(Saved entries)
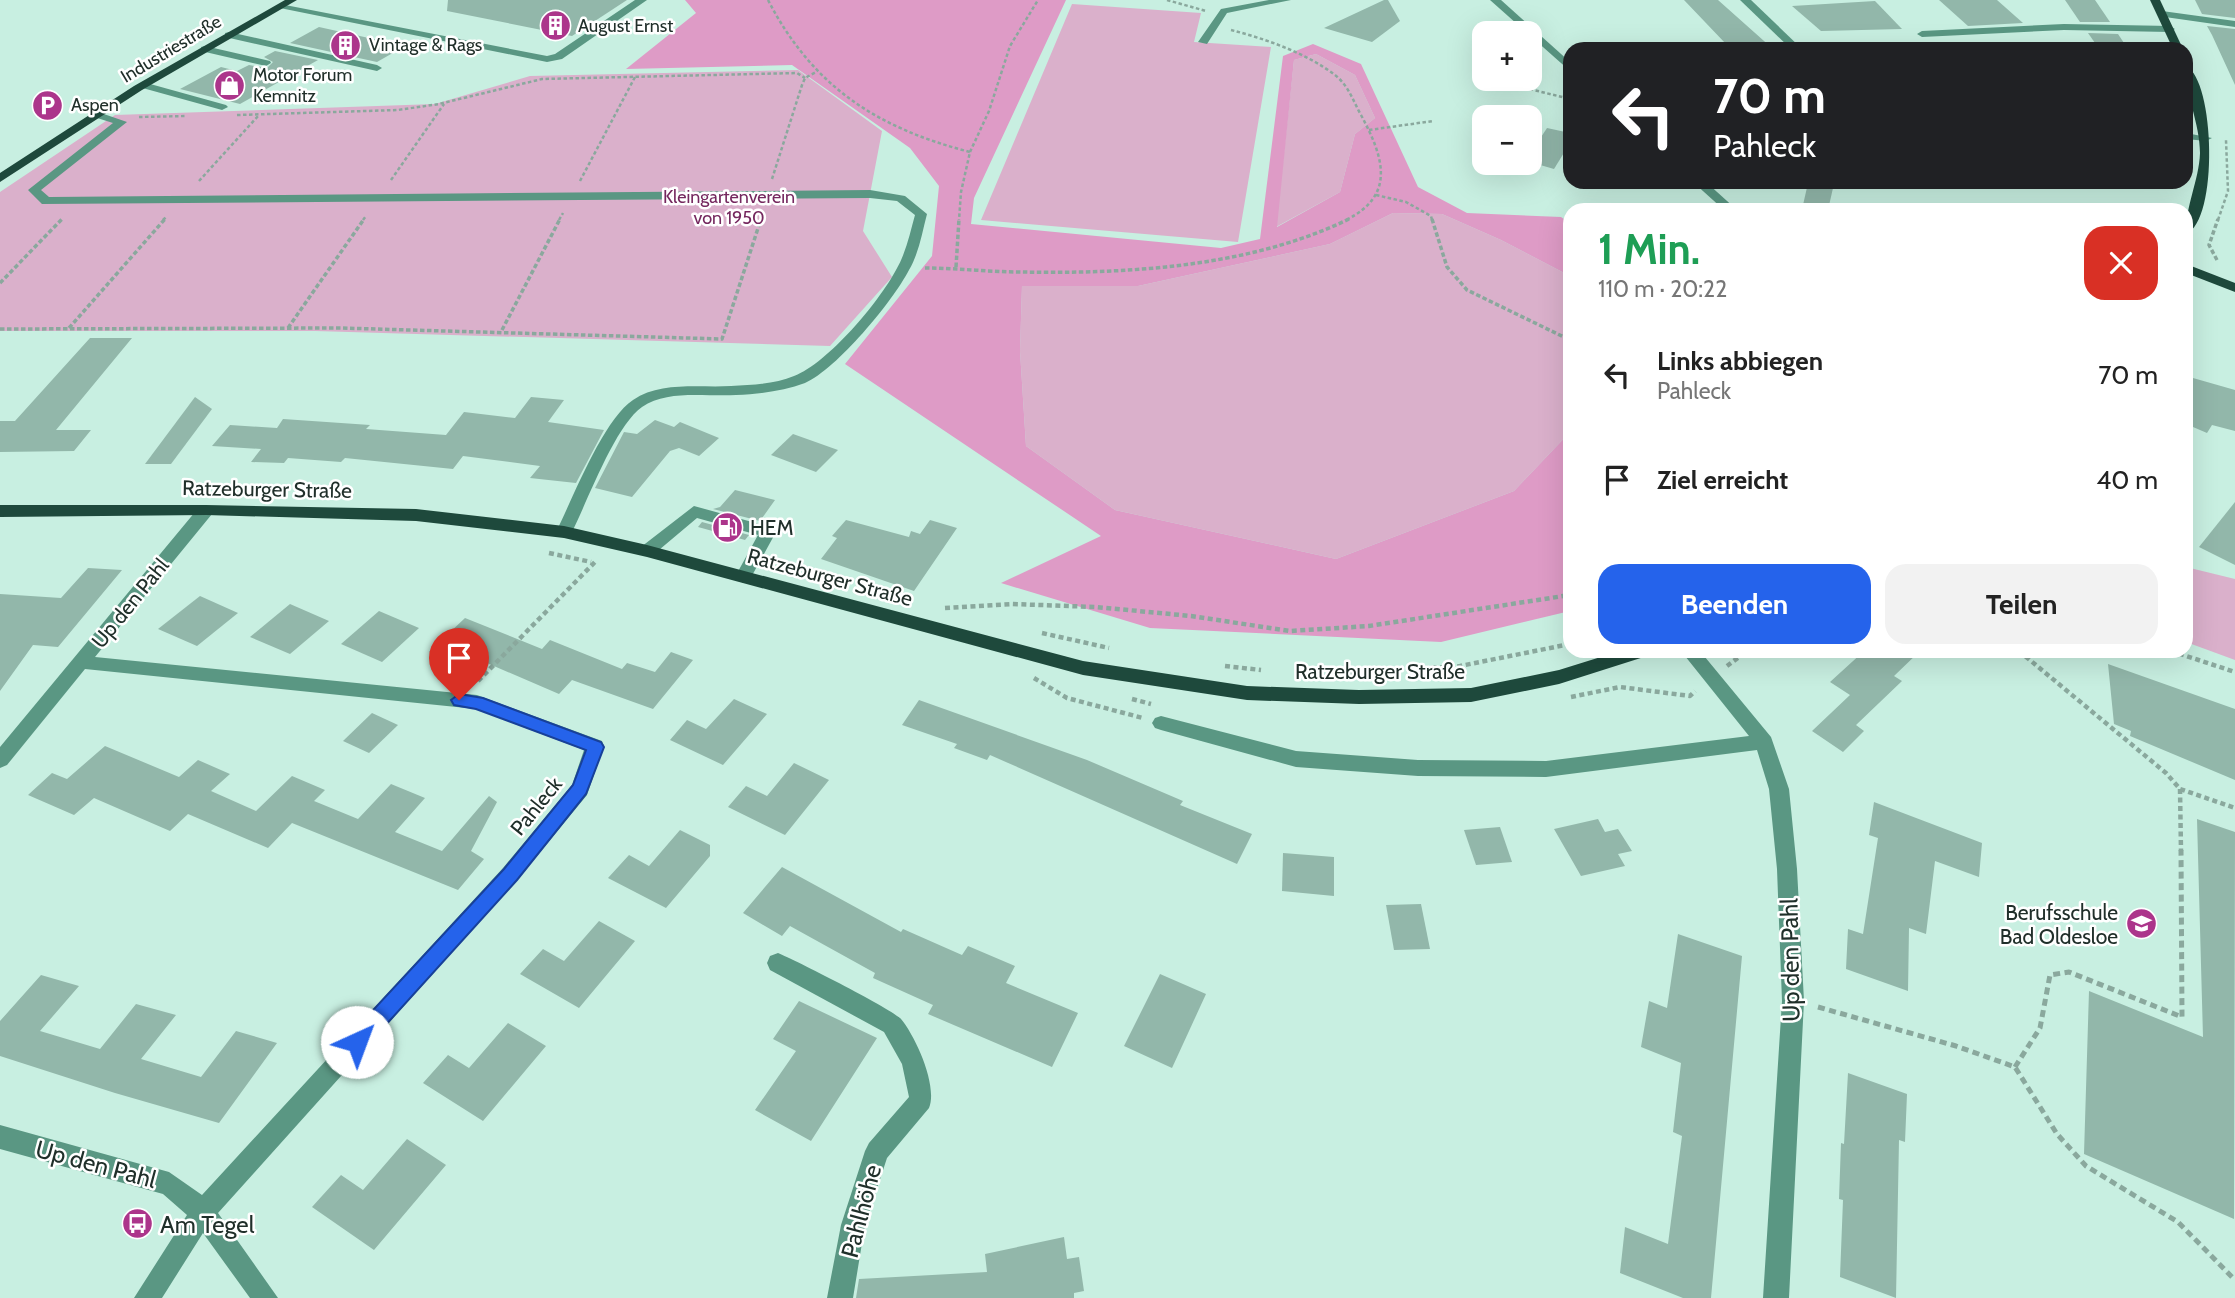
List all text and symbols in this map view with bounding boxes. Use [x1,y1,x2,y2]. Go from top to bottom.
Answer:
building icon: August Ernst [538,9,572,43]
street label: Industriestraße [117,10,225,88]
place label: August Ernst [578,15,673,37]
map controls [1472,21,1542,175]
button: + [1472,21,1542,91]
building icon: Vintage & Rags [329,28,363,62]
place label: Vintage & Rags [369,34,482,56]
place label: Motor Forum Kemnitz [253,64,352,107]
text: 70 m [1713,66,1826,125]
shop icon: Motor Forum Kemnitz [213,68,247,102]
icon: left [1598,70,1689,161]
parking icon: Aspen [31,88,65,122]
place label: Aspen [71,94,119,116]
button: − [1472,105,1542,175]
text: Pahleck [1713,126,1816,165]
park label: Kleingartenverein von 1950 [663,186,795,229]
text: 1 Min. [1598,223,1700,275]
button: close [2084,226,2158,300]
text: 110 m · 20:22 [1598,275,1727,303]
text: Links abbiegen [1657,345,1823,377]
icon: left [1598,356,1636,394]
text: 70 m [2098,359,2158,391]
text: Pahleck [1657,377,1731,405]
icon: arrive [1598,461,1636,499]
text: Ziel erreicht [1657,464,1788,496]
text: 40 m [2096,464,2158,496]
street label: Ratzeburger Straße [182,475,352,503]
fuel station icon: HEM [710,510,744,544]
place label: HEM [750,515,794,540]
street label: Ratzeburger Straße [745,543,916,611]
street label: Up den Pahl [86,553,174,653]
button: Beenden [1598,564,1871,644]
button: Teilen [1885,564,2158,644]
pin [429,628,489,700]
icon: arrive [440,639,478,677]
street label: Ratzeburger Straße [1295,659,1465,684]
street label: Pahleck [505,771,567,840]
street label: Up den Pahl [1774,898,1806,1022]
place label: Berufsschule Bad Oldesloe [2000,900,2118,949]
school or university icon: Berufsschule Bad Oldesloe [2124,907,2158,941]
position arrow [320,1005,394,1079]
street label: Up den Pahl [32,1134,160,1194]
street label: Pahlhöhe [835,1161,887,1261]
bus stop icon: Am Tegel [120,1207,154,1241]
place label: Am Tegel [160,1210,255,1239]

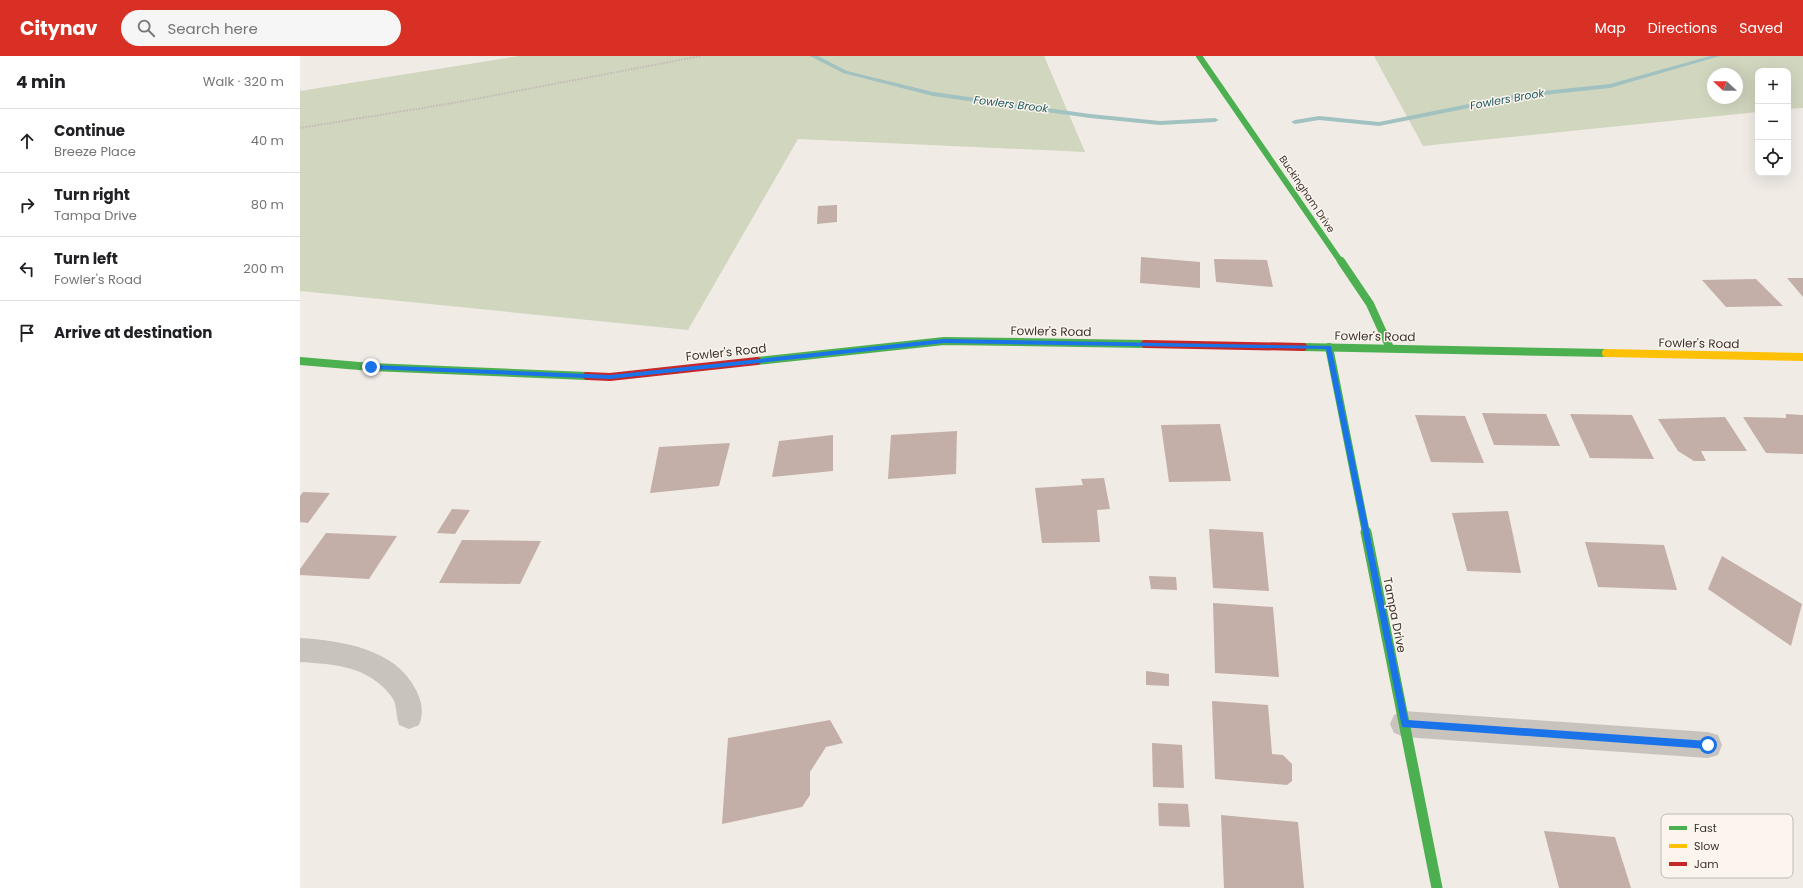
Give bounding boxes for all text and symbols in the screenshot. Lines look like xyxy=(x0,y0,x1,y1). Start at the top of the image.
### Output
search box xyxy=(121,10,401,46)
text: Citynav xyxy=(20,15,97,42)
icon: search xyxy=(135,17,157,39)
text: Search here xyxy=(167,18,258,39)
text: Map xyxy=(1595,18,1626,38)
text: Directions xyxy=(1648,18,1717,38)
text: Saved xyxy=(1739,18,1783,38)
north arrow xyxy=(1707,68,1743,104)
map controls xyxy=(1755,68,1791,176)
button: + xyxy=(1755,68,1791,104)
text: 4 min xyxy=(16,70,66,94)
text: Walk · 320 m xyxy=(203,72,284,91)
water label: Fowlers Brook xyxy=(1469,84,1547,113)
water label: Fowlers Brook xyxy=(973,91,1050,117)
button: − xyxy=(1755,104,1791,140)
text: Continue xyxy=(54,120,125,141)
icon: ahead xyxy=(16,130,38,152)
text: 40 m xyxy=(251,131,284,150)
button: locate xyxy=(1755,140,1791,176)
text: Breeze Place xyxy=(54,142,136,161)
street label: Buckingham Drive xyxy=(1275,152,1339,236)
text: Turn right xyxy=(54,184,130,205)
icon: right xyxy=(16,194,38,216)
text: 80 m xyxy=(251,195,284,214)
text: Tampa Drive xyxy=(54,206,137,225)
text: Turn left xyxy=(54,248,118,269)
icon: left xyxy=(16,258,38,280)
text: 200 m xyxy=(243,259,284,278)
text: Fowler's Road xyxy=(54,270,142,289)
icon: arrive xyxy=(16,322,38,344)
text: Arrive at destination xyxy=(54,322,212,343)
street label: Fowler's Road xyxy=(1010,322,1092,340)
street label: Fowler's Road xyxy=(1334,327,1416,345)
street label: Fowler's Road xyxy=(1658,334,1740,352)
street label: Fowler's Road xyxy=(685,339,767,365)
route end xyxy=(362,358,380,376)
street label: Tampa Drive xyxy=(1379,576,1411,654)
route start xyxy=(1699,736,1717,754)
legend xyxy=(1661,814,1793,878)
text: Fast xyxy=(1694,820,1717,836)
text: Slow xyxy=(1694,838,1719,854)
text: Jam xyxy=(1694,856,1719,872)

Your assignment: Repeat the data above exactly, images excluded.

Solution for this task:
List all text and symbols in this map view with bounding boxes. Use [x1,y1,x2,y2]. Go from top to bottom.
Answer:
building icon: August Ernst [538,9,572,43]
street label: Industriestraße [117,10,225,88]
place label: August Ernst [578,15,673,37]
map controls [1472,21,1542,175]
button: + [1472,21,1542,91]
building icon: Vintage & Rags [329,28,363,62]
place label: Vintage & Rags [369,34,482,56]
place label: Motor Forum Kemnitz [253,64,352,107]
text: 70 m [1713,66,1826,125]
shop icon: Motor Forum Kemnitz [213,68,247,102]
icon: left [1598,70,1689,161]
parking icon: Aspen [31,88,65,122]
place label: Aspen [71,94,119,116]
button: − [1472,105,1542,175]
text: Pahleck [1713,126,1816,165]
park label: Kleingartenverein von 1950 [663,186,795,229]
text: 1 Min. [1598,223,1700,275]
button: close [2084,226,2158,300]
text: 110 m · 20:22 [1598,275,1727,303]
text: Links abbiegen [1657,345,1823,377]
icon: left [1598,356,1636,394]
text: 70 m [2098,359,2158,391]
text: Pahleck [1657,377,1731,405]
icon: arrive [1598,461,1636,499]
text: Ziel erreicht [1657,464,1788,496]
text: 40 m [2096,464,2158,496]
street label: Ratzeburger Straße [182,475,352,503]
fuel station icon: HEM [710,510,744,544]
place label: HEM [750,515,794,540]
street label: Ratzeburger Straße [745,543,916,611]
street label: Up den Pahl [86,553,174,653]
button: Beenden [1598,564,1871,644]
button: Teilen [1885,564,2158,644]
pin [429,628,489,700]
icon: arrive [440,639,478,677]
street label: Ratzeburger Straße [1295,659,1465,684]
street label: Pahleck [505,771,567,840]
street label: Up den Pahl [1774,898,1806,1022]
place label: Berufsschule Bad Oldesloe [2000,900,2118,949]
school or university icon: Berufsschule Bad Oldesloe [2124,907,2158,941]
position arrow [320,1005,394,1079]
street label: Up den Pahl [32,1134,160,1194]
street label: Pahlhöhe [835,1161,887,1261]
bus stop icon: Am Tegel [120,1207,154,1241]
place label: Am Tegel [160,1210,255,1239]

Give bounding boxes for all text and symbols in the screenshot. Lines look like xyxy=(x0,y0,x1,y1). Start at the top of the image.
### Output
search box xyxy=(121,10,401,46)
text: Citynav xyxy=(20,15,97,42)
icon: search xyxy=(135,17,157,39)
text: Search here xyxy=(167,18,258,39)
text: Map xyxy=(1595,18,1626,38)
text: Directions xyxy=(1648,18,1717,38)
text: Saved xyxy=(1739,18,1783,38)
north arrow xyxy=(1707,68,1743,104)
map controls xyxy=(1755,68,1791,176)
button: + xyxy=(1755,68,1791,104)
text: 4 min xyxy=(16,70,66,94)
text: Walk · 320 m xyxy=(203,72,284,91)
water label: Fowlers Brook xyxy=(1469,84,1547,113)
water label: Fowlers Brook xyxy=(973,91,1050,117)
button: − xyxy=(1755,104,1791,140)
text: Continue xyxy=(54,120,125,141)
icon: ahead xyxy=(16,130,38,152)
text: 40 m xyxy=(251,131,284,150)
button: locate xyxy=(1755,140,1791,176)
text: Breeze Place xyxy=(54,142,136,161)
street label: Buckingham Drive xyxy=(1275,152,1339,236)
text: Turn right xyxy=(54,184,130,205)
icon: right xyxy=(16,194,38,216)
text: 80 m xyxy=(251,195,284,214)
text: Tampa Drive xyxy=(54,206,137,225)
text: Turn left xyxy=(54,248,118,269)
icon: left xyxy=(16,258,38,280)
text: 200 m xyxy=(243,259,284,278)
text: Fowler's Road xyxy=(54,270,142,289)
icon: arrive xyxy=(16,322,38,344)
text: Arrive at destination xyxy=(54,322,212,343)
street label: Fowler's Road xyxy=(1010,322,1092,340)
street label: Fowler's Road xyxy=(1334,327,1416,345)
street label: Fowler's Road xyxy=(1658,334,1740,352)
street label: Fowler's Road xyxy=(685,339,767,365)
route end xyxy=(362,358,380,376)
street label: Tampa Drive xyxy=(1379,576,1411,654)
route start xyxy=(1699,736,1717,754)
legend xyxy=(1661,814,1793,878)
text: Fast xyxy=(1694,820,1717,836)
text: Slow xyxy=(1694,838,1719,854)
text: Jam xyxy=(1694,856,1719,872)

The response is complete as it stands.